Parfor in MATLAB Problem - matlab

Why can't I use the parfor in this piece of code?
parfor i=1:r
for j=1:N/r
xr(j + (N/r) * (i-1)) = x(i + r * (j-1));
end
end
This is the error:
Error: The variable xr in a parfor cannot be classified.
See Parallel for Loops in MATLAB, "Overview".

The issue here is that of improper indexing of the sliced array. parfor loops are run asynchronously, meaning the order in which each iteration is executed is random. From the documentation:
MATLAB workers evaluate iterations in no particular order, and independently of each other. Because each iteration is independent, there is no guarantee that the iterations are synchronized in any way, nor is there any need for this.
You can easily verify the above statement by typing the following in the command line:
parfor i=1:100
i
end
You'll see that the ordering is arbitrary. Hence if you split a parallel job between different workers, one worker has no way of telling if a different iteration has finished or not. Hence, your variable indexing cannot depend on past/future values of the iterator.

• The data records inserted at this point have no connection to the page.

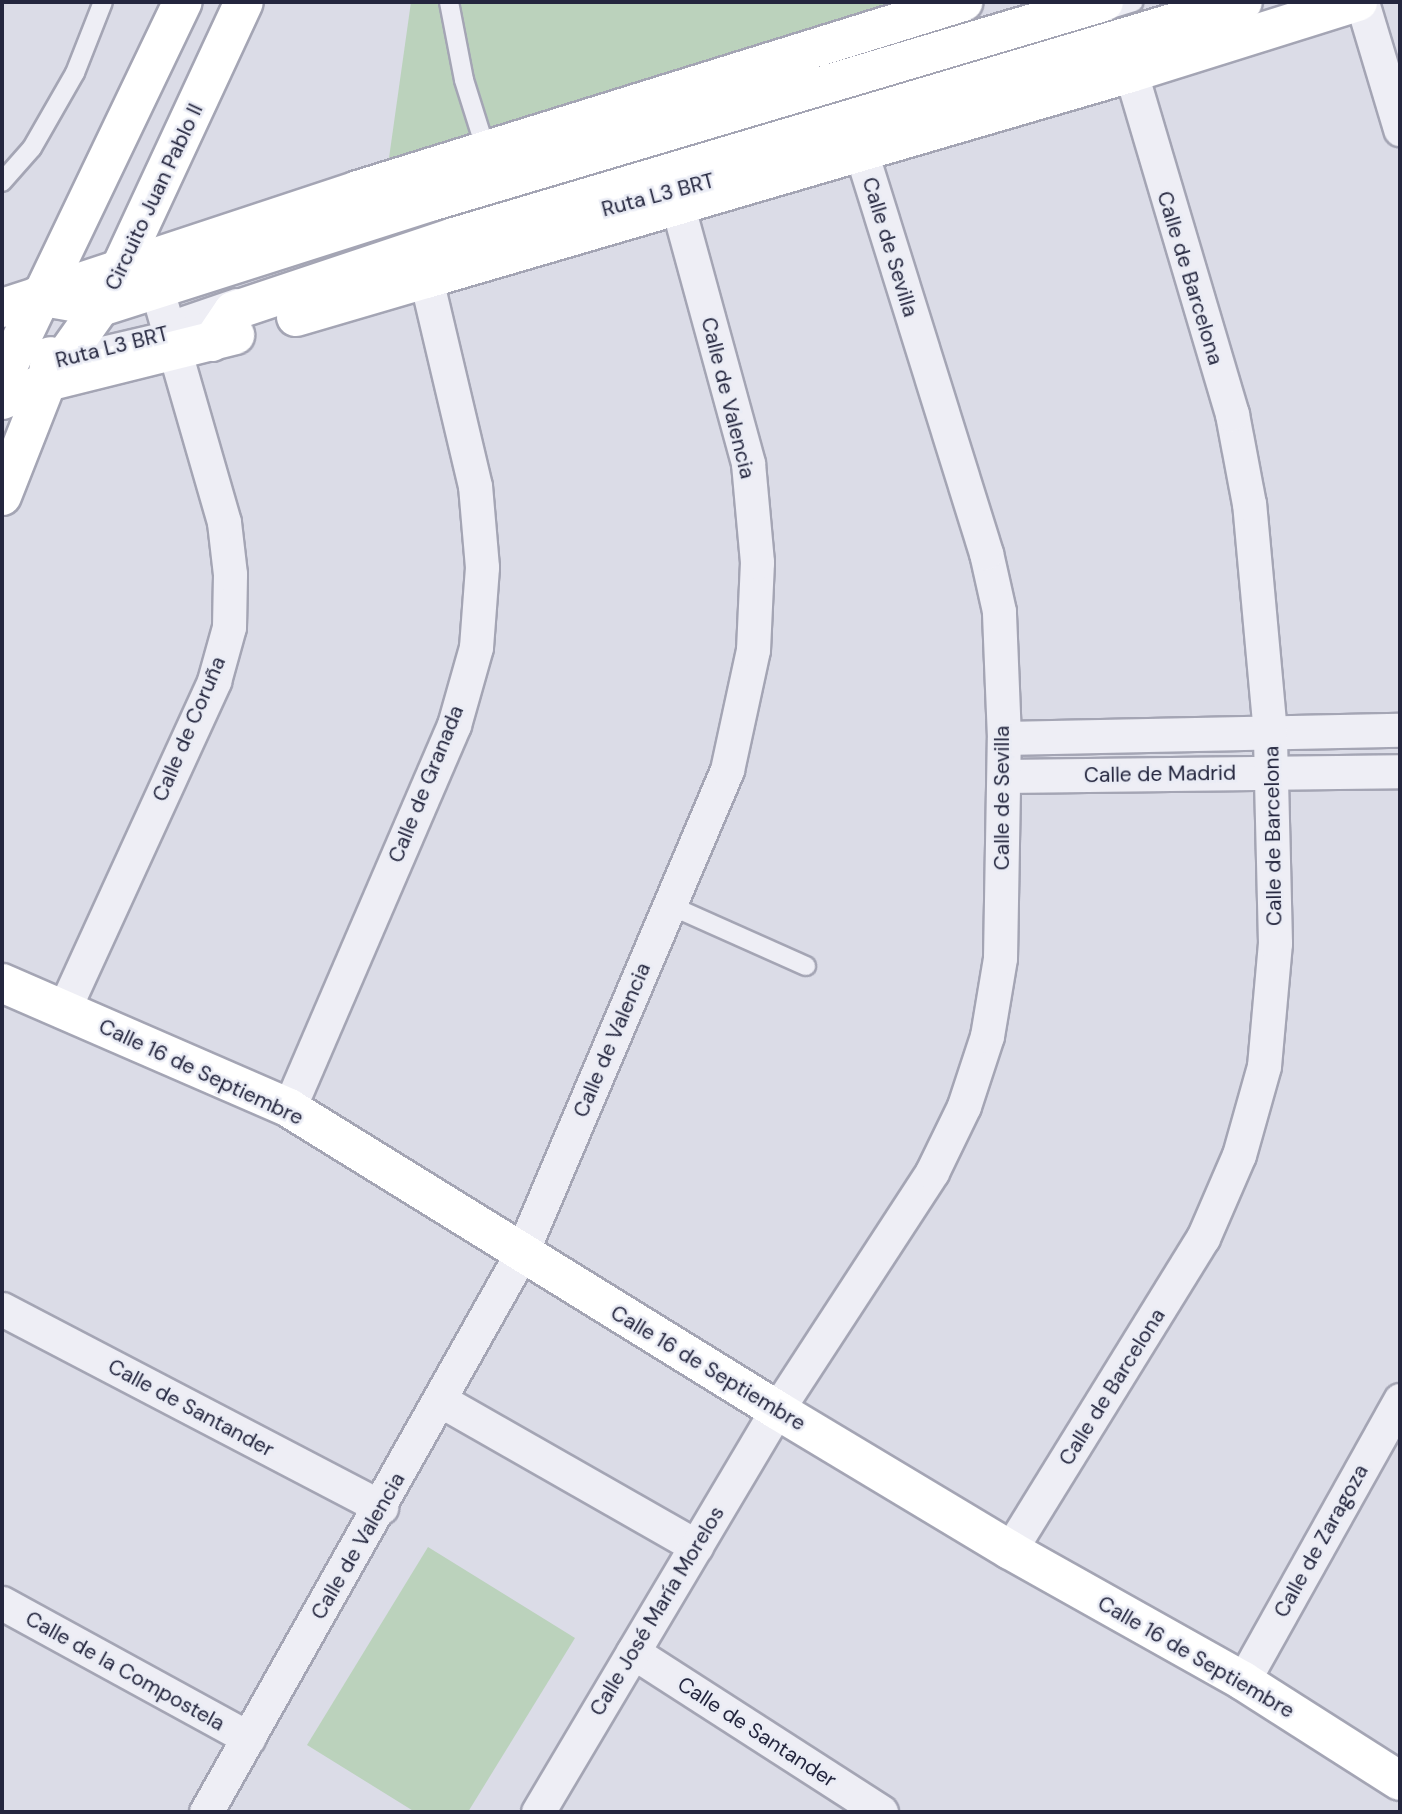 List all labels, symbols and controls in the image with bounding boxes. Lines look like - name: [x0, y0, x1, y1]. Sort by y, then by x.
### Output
- street label: Circuito Juan Pablo II: [100, 100, 208, 294]
- street label: Ruta L3 BRT: [599, 168, 717, 222]
- street label: Calle de Sevilla: [857, 174, 923, 320]
- street label: Calle de Barcelona: [1152, 188, 1228, 368]
- street label: Calle de Valencia: [696, 315, 760, 481]
- street label: Ruta L3 BRT: [53, 321, 171, 373]
- street label: Calle de Coruña: [147, 653, 231, 805]
- street label: Calle de Granada: [383, 702, 469, 866]
- street label: Calle de Sevilla: [989, 726, 1015, 870]
- street label: Calle de Barcelona: [1259, 746, 1287, 926]
- street label: Calle de Madrid: [1084, 760, 1236, 788]
- street label: Calle de Valencia: [568, 959, 656, 1121]
- street label: Calle 16 de Septiembre: [95, 1014, 307, 1130]
- street label: Calle 16 de Septiembre: [606, 1300, 810, 1436]
- street label: Calle de Barcelona: [1054, 1304, 1170, 1470]
- street label: Calle de Santander: [104, 1354, 278, 1462]
- street label: Calle de Zaragoza: [1269, 1460, 1373, 1622]
- street label: Calle de Valencia: [306, 1468, 410, 1624]
- street label: Calle José María Morelos: [584, 1502, 730, 1720]
- street label: Calle 16 de Septiembre: [1093, 1590, 1299, 1724]
- street label: Calle de la Compostela: [21, 1606, 229, 1736]
- street label: Calle de Santander: [673, 1671, 841, 1793]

Let me demonstrate this with a simple example. Consider the Fibonacci series 1,1,2,3,5,8,.... You can generate the first 10 terms of the series easily (in a naïve for loop) as:
f=zeros(1,10);
f(1:2)=1;
for i=3:10
f(i)=f(i-1)+f(i-2);
end
Now let's do the same with a parfor loop.
f=zeros(1,10);
f(1:2)=1;
parfor i=3:10
f(i)=f(i-1)+f(i-2);
end
??? Error: The variable f in a parfor cannot be classified.
See Parallel for Loops in MATLAB, "Overview"

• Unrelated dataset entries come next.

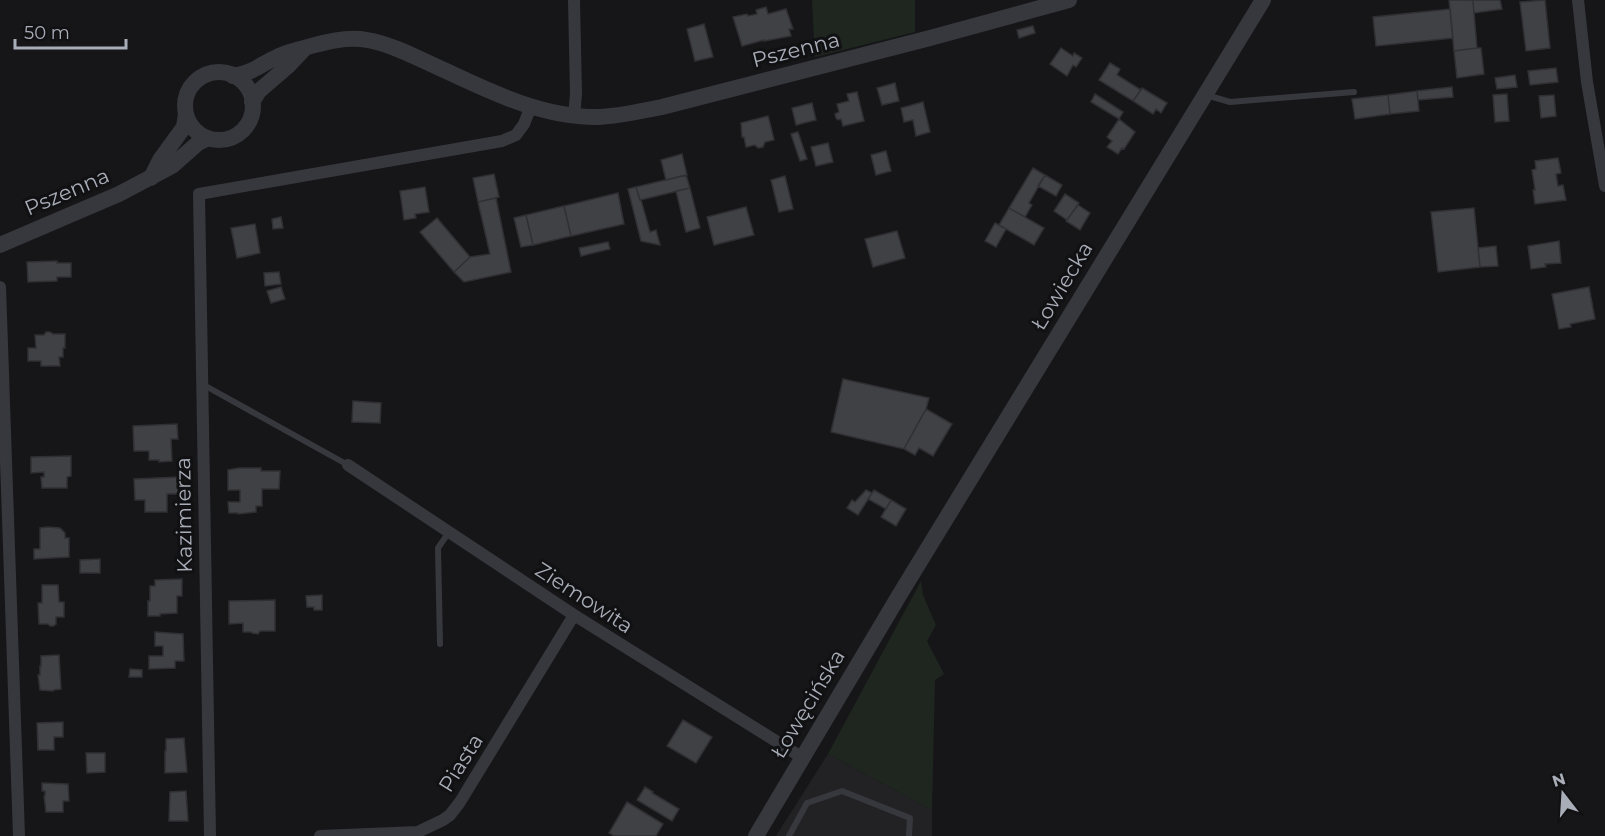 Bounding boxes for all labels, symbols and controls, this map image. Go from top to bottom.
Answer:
scale bar [15,12,126,50]
text: 50 m [24,22,70,44]
street label: Pszenna [750,27,842,72]
street label: Pszenna [21,163,113,221]
street label: Łowiecka [1026,237,1098,334]
street label: Kazimierza [170,457,197,573]
street label: Ziemowita [531,557,638,638]
street label: Łowęcińska [765,645,850,763]
street label: Piasta [433,729,488,796]
north arrow [1533,764,1593,824]
text: N [1550,769,1568,791]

But why does this give an error?
I've shown that iterations are executed in an arbitrary order. So let's say that a worker gets the loop index i=7 and the expression f(i)=f(i-1)+f(i-2);. It is now supposed to execute the expression and return the results to the master node. Now has iteration i=6 finished? Is the value stored in f(6) reliable? What about f(5)? Do you see what I'm getting at? Supposing f(5) and f(6) are not done, then you'll incorrectly calculate that the 7th term in the Fibonnaci series is 0!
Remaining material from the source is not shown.